Putting it simply, self driving car is about getting a 4k pounds, 4 wheeled robot to follow a path. That path can be calculated globally, say go from A to B like a taxi and/or locally, going forward in a highway without departing the lane. In the process, the car should also adapt its speed to not hit objects and plan its path to avoid obstacles.

Now, let us assume the simplest case possible. We have a car in a highway without any other vehicles around and we want it to go forward keeping itself in the center of the lane. We will discuss more general cases in other posts or something… For now, see Figure 1.

Figure 1. Highway lane keeping assist. We want the car to drive itself in the center of the lane.

If you ask me, a human, how I’d solve the problem of keeping a car in the center of a lane. I’d say I would verify how far I’m from left and right lanes. If I’m too close to the left lane, I’d steer the vehicle to the right and vise-versa. I’d use my eyes and spatial intelligence to estimate how far each lane is. Same thing for speed. If the car is too slow I’d press the gas, if it too fast I’d press the brakes. How much force or torque I’d place on the pedals and the steering wheel was heuristically learned since I was 18, back in Brazil. Let us forget about manual gears for now, since millennials don’t know about it anyways…

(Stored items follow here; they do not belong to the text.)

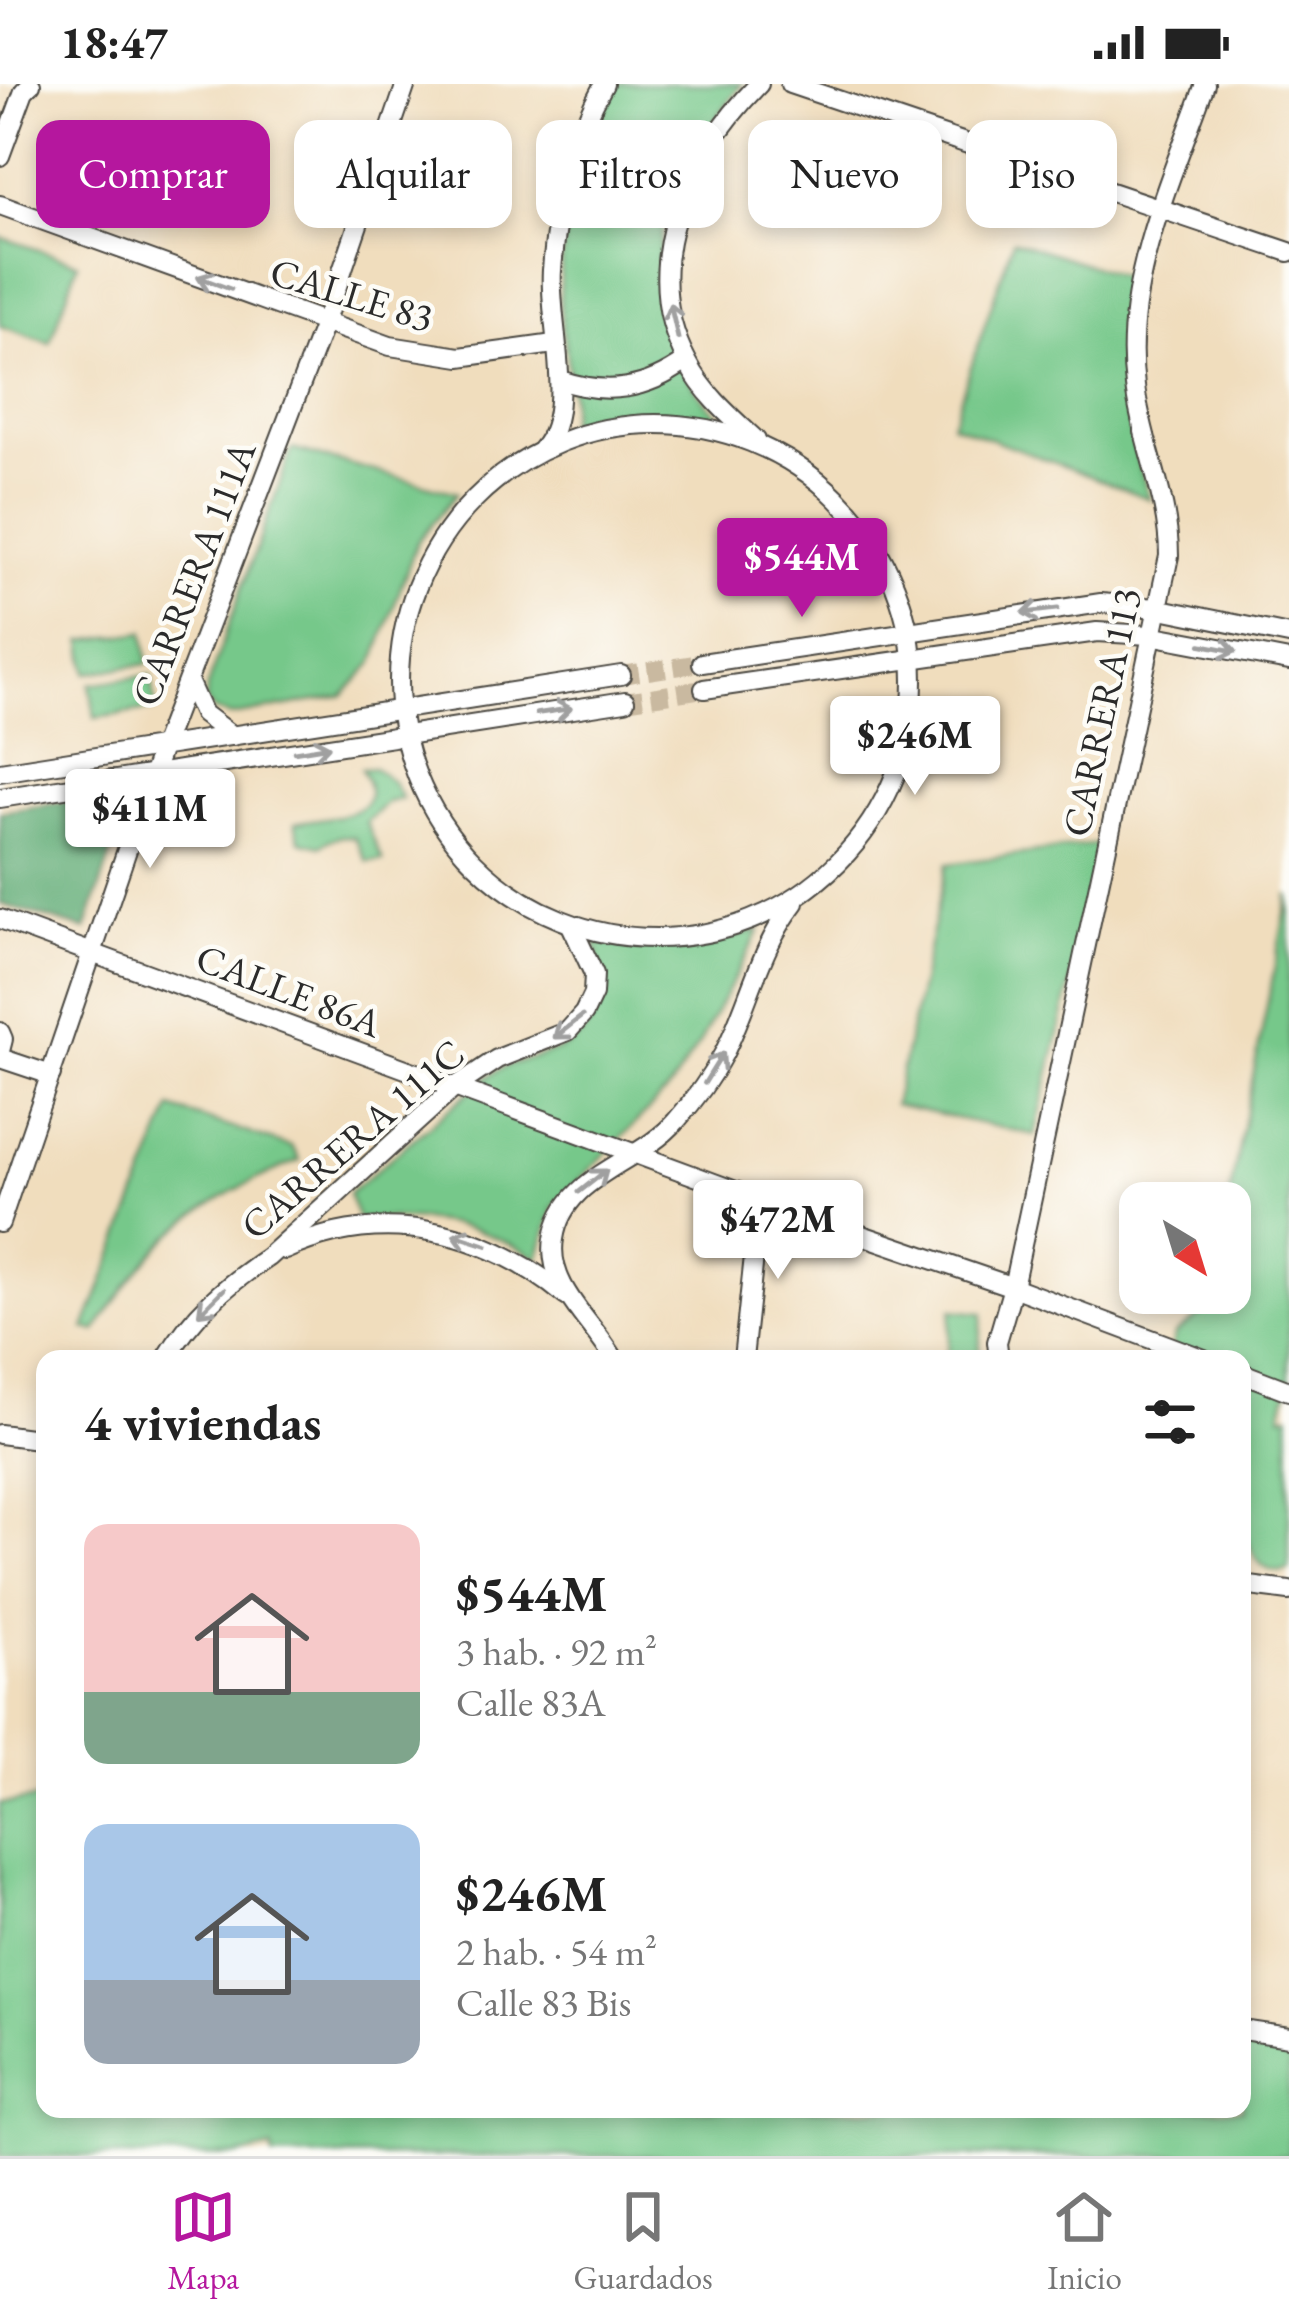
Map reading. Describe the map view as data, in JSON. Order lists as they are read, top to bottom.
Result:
{
  "streets": {
    "street": [
      "CALLE 83",
      "CARRERA 111A",
      "CARRERA 113",
      "CALLE 86A",
      "CARRERA 111C"
    ]
  },
  "crossings": [
    ["CALLE 83", "CARRERA 111A"],
    ["CARRERA 111A", "CALLE 86A"],
    ["CARRERA 113", "CALLE 86A"],
    ["CALLE 86A", "CARRERA 111C"]
  ],
  "one_way": ["CALLE 83"],
  "north": "bottom right",
  "page": {
    "status": "18:47",
    "chip": [
      "Comprar",
      "Alquilar",
      "Filtros",
      "Nuevo",
      "Piso"
    ],
    "price": [
      "$544M",
      "$246M",
      "$411M",
      "$472M"
    ],
    "heading": "4 viviendas",
    "list": [
      {
        "name": "$544M",
        "note": "3 hab. · 92 m² · Calle 83A"
      },
      {
        "name": "$246M",
        "note": "2 hab. · 54 m² · Calle 83 Bis"
      }
    ],
    "tabs": ["Mapa", "Guardados", "Inicio"]
  }
}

The intuition above involved actuators (steering wheel and pedals), state measurement (how far I am from each lane and my current speed) and the knowledge of a desired state (keep myself in the middle of the lane as best as I can while following the speed limits). All that is represented in the block diagram of Figure 2.

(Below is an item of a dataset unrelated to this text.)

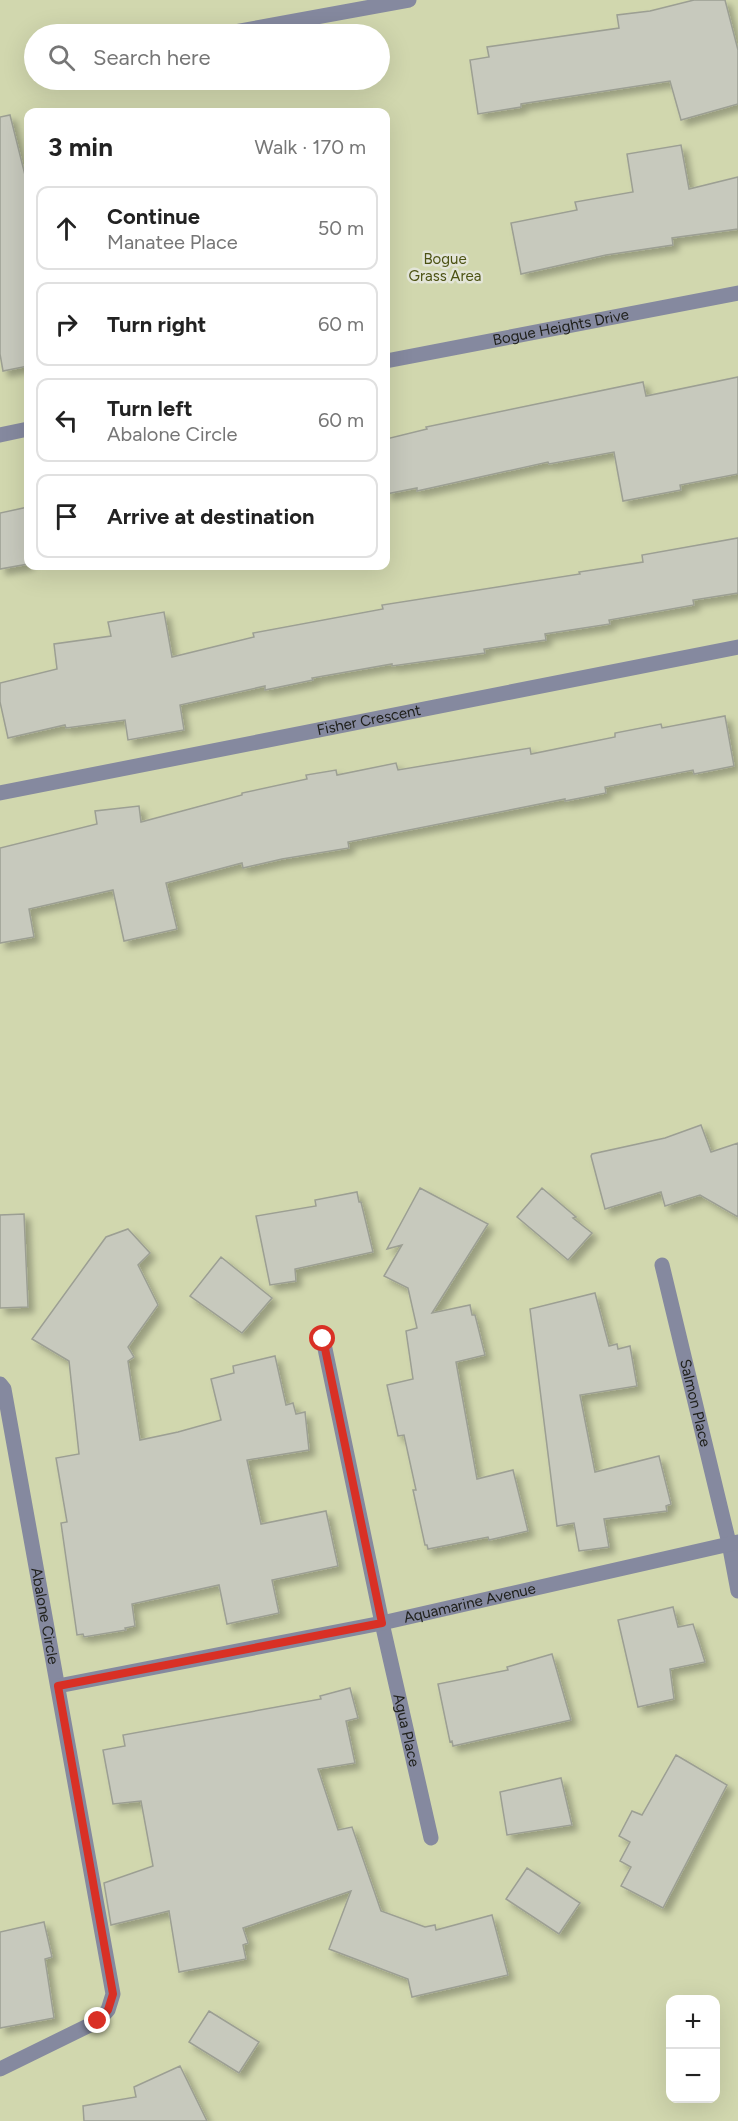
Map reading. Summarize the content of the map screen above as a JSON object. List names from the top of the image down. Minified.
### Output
{"streets":{"street":["Bogue Heights Drive","Fisher Crescent","Salmon Place","Aquamarine Avenue","Abalone Circle","Agua Place"]},"crossings":[["Salmon Place","Aquamarine Avenue"],["Aquamarine Avenue","Abalone Circle"],["Aquamarine Avenue","Agua Place"]],"parks":["Bogue Grass Area"],"page":{"search":"Search here","heading":["3 min","Walk · 170 m"],"list":[["Continue","Manatee Place","50 m"],["Turn right","60 m"],["Turn left","Abalone Circle","60 m"],"Arrive at destination"],"map_buttons":["+","−"]}}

Figure 2. Block diagram of the closed loop controls for self driving cars.

Assume next that actuation is granted because we hacked our cars to steer it programmatically. The problem reduces to measure where the car is in the lane and how to control it to the desired state.

Sensors: getting the car to find where it is

There are several ways to calculate how far the car is from each lane. If we want to use computer vision, we can place cameras pointing forward or sideways to see the road. Classic computer vision uses edge detectors to estimate the lanes. We can also use deep learning to find the lanes — to train that we will need ground truth positions that comes either from hand labelling (not scalable) or from other sensors like LiDARs (better). LiDARs themselves are pretty good for finding lane lines because they reflect light differently from asphalt (surprise!).

Once we segment out the lanes in the image, we can use geometry to calculate their distance to the car. Assuming the cameras are stable in the car, we can figure a pixel to inches transformation. I may write later about computer vision and geometry for SDC, but if you are really curious already, check out this book. In a paper by Ford, they used sideway cameras and calculated the position of the lanes using deep learning and hand labeled images.

Speed measurement is a bit easier to estimate and already provided by the car internals.

Controls: actually self driving

Once we know where car is in the road and how fast it is going, we have to control it to the desired position and speed. Another simplification is to assume we can divide the problem in two: Longitudinal (how much throttle and brake) and Lateral (how much torque on the steering wheels) controls. That break down will not always work. But we may be able to do that in a highway, where curves are gentle.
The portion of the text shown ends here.